Todo consumidor se conecta a diversas redes sociais e sites durante a navegação e, para isso, utilizam credenciais de acesso (identificação e senha). Além de realizarem novos cadastros em cada novo aplicativo que queira acessar, esse pode ser um processo moroso. Mas, existe um mecanismo que simplifica esse processo: o Open Authentication ou OAuth.

OAuth é um padrão aberto para autorização, atualmente está na sua versão 2.0, e permite que indivíduos se conectem em sites de terceiros por meio de suas contas do Google, Facebook, etc. 

Para isso, algumas das principais bases que utilizam este padrão são: Facebook, Google, LinkedIn e WeChat. Além de atuarem como Authorization Servers (provedores de identidade), juntos eles detêm a maior base de usuários do planeta!
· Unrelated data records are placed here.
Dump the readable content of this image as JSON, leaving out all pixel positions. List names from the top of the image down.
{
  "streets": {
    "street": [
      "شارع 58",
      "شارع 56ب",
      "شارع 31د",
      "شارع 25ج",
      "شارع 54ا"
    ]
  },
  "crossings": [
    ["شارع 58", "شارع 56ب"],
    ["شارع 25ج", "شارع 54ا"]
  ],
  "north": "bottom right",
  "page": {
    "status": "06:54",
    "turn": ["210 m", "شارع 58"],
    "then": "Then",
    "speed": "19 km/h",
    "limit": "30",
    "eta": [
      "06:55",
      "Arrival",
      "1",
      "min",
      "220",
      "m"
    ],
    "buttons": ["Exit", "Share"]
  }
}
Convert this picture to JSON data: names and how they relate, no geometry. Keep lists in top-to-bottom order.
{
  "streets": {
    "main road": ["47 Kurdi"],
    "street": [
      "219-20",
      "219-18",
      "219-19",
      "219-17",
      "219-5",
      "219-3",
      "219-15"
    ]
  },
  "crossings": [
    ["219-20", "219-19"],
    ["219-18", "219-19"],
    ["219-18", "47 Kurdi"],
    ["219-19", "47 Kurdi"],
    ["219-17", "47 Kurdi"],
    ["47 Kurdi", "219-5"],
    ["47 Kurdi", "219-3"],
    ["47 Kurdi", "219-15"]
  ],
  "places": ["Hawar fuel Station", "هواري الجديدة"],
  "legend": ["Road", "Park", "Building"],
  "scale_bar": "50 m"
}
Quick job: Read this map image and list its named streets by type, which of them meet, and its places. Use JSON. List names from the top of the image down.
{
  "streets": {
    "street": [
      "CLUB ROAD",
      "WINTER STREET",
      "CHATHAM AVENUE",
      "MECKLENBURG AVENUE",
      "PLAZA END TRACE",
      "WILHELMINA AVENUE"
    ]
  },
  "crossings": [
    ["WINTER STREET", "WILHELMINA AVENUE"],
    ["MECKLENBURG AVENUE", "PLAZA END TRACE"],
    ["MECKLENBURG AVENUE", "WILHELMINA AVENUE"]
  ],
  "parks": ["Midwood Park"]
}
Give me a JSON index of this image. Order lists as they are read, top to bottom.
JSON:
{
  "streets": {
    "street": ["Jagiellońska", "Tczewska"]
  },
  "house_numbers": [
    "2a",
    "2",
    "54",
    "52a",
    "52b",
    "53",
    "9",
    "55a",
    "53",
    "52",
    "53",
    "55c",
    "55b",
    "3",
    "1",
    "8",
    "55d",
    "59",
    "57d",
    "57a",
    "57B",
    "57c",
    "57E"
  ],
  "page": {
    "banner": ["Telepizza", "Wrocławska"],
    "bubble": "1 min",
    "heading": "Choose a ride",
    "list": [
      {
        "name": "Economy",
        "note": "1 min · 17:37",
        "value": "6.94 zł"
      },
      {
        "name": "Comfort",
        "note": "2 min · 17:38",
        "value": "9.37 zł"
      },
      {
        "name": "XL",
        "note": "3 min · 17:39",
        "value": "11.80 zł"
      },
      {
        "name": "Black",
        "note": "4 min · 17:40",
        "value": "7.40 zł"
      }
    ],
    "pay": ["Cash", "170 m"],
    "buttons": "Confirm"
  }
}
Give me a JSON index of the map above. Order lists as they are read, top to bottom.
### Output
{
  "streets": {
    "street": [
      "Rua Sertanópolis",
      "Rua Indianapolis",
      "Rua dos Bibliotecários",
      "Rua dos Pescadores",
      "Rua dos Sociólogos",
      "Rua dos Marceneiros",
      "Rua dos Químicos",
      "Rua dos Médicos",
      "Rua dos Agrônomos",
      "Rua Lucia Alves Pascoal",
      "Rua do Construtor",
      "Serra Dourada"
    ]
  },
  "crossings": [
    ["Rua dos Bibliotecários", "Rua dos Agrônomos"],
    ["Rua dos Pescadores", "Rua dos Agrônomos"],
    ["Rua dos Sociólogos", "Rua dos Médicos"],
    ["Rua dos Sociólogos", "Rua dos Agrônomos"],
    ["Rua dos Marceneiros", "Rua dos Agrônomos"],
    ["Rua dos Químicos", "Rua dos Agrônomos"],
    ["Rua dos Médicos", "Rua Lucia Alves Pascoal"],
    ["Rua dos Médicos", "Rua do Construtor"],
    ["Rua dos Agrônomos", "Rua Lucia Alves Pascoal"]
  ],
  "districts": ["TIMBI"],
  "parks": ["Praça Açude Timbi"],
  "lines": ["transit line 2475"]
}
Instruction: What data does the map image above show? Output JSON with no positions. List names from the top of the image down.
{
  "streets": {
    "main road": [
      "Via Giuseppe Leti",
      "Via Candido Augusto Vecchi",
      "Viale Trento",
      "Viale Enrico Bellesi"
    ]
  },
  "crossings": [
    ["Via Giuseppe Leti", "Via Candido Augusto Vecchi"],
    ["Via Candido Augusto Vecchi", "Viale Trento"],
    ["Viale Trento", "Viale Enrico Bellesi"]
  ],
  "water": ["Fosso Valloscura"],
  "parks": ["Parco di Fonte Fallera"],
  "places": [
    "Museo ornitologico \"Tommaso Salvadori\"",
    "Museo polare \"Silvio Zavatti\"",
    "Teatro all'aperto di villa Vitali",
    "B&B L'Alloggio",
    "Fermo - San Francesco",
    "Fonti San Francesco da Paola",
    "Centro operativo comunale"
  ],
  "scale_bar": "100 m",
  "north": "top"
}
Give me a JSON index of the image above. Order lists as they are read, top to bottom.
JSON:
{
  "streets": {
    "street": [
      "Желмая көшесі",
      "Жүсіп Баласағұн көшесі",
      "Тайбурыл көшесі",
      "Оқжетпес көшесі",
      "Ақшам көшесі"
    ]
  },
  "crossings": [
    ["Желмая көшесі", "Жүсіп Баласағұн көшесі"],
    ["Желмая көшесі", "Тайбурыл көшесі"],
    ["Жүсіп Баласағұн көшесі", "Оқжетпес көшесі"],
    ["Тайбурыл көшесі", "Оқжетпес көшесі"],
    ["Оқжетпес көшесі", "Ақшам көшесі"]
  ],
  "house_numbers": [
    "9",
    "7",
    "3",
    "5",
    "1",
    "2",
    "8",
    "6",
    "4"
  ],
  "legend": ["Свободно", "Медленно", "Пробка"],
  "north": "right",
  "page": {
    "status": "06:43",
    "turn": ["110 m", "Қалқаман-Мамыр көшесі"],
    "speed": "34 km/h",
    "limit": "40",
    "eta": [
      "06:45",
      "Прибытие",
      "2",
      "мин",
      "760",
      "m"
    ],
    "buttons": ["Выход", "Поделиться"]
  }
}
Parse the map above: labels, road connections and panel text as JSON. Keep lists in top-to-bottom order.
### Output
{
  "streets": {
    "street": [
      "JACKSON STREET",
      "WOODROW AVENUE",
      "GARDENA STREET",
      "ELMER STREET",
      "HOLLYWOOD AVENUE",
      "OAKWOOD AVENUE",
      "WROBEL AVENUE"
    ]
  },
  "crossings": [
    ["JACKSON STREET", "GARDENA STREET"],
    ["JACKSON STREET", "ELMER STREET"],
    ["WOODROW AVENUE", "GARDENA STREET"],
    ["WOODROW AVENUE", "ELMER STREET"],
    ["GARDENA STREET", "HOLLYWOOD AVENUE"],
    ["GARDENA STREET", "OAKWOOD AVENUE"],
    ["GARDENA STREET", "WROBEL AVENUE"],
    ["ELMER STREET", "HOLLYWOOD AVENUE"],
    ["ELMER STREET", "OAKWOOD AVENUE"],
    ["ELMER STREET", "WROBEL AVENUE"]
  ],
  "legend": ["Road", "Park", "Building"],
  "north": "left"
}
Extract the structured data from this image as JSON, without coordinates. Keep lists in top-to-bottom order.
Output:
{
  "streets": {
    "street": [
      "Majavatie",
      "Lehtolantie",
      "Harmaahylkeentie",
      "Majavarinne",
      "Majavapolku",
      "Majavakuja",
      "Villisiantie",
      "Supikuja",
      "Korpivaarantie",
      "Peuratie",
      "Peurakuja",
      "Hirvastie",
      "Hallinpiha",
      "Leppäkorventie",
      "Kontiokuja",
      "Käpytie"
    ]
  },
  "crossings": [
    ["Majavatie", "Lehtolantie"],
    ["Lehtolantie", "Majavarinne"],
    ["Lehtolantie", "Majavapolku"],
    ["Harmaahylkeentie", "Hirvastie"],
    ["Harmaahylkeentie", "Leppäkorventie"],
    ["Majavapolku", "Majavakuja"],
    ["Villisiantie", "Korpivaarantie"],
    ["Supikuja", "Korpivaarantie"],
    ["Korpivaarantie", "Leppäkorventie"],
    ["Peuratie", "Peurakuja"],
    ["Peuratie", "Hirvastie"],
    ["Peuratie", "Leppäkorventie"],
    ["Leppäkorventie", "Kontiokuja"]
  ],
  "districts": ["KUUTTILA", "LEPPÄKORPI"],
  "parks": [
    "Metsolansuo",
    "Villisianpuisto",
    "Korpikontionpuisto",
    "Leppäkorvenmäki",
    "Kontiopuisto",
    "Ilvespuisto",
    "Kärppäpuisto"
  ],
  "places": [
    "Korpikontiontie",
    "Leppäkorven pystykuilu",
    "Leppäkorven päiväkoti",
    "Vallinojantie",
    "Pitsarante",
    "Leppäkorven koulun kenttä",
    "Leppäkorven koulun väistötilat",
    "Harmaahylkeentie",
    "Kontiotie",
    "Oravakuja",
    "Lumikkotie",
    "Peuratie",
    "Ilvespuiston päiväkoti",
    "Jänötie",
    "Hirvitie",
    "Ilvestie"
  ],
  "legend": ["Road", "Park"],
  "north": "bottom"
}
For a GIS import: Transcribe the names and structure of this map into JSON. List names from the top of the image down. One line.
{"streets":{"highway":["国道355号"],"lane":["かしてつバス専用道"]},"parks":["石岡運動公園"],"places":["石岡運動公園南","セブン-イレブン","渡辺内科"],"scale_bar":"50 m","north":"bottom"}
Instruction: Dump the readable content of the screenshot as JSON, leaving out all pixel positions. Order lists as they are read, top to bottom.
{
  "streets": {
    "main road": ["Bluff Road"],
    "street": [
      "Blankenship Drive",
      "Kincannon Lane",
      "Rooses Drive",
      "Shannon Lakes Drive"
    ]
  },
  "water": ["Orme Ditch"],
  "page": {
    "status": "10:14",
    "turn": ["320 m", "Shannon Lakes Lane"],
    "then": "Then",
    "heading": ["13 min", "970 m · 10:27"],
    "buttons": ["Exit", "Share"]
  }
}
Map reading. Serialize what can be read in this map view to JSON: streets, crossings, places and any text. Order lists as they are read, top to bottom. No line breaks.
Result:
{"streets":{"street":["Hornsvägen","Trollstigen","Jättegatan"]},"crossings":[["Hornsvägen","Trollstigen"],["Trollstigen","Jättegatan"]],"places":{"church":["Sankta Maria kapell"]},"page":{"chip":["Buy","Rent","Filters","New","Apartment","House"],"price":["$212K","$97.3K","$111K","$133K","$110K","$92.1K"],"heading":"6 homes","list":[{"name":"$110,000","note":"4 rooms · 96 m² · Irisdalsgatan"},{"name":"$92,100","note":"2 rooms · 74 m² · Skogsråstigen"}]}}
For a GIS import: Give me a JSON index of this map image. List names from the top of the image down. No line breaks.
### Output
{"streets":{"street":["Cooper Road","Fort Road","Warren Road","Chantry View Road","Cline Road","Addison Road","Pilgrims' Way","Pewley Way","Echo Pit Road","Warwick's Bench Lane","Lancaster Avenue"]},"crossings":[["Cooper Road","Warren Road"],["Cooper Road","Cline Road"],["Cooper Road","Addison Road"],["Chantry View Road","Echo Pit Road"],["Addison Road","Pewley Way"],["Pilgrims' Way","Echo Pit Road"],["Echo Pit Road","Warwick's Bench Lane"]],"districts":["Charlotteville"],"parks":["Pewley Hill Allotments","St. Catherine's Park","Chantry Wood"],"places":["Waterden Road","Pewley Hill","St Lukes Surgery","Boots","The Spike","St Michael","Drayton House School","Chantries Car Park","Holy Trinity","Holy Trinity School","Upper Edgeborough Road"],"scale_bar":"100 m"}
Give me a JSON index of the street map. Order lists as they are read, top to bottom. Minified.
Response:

Tais redes armazenam as informações do consumidor e realizam o login em outros sites, sem que a pessoa precise preencher tudo de novo. Dessa forma, utiliza-se apenas um login e uma senha para conexões em diferentes aplicativos e o consumidor pode escolher quais dados são compartilhados com os aplicativos. 

Além disso, o consumidor poderá cancelar o compartilhamento das informações, através de um painel de controle oferecido pelos provedores de identidade.

A LGPD combina como o OAuth?

Na Europa, um dos padrões tecnológicos utilizados para atender a GDPR é o OAuth aplicado juntamente com o OpenID Connect. Isso é, a decisão de compartilhar ou não os dados ficam com o consumidor.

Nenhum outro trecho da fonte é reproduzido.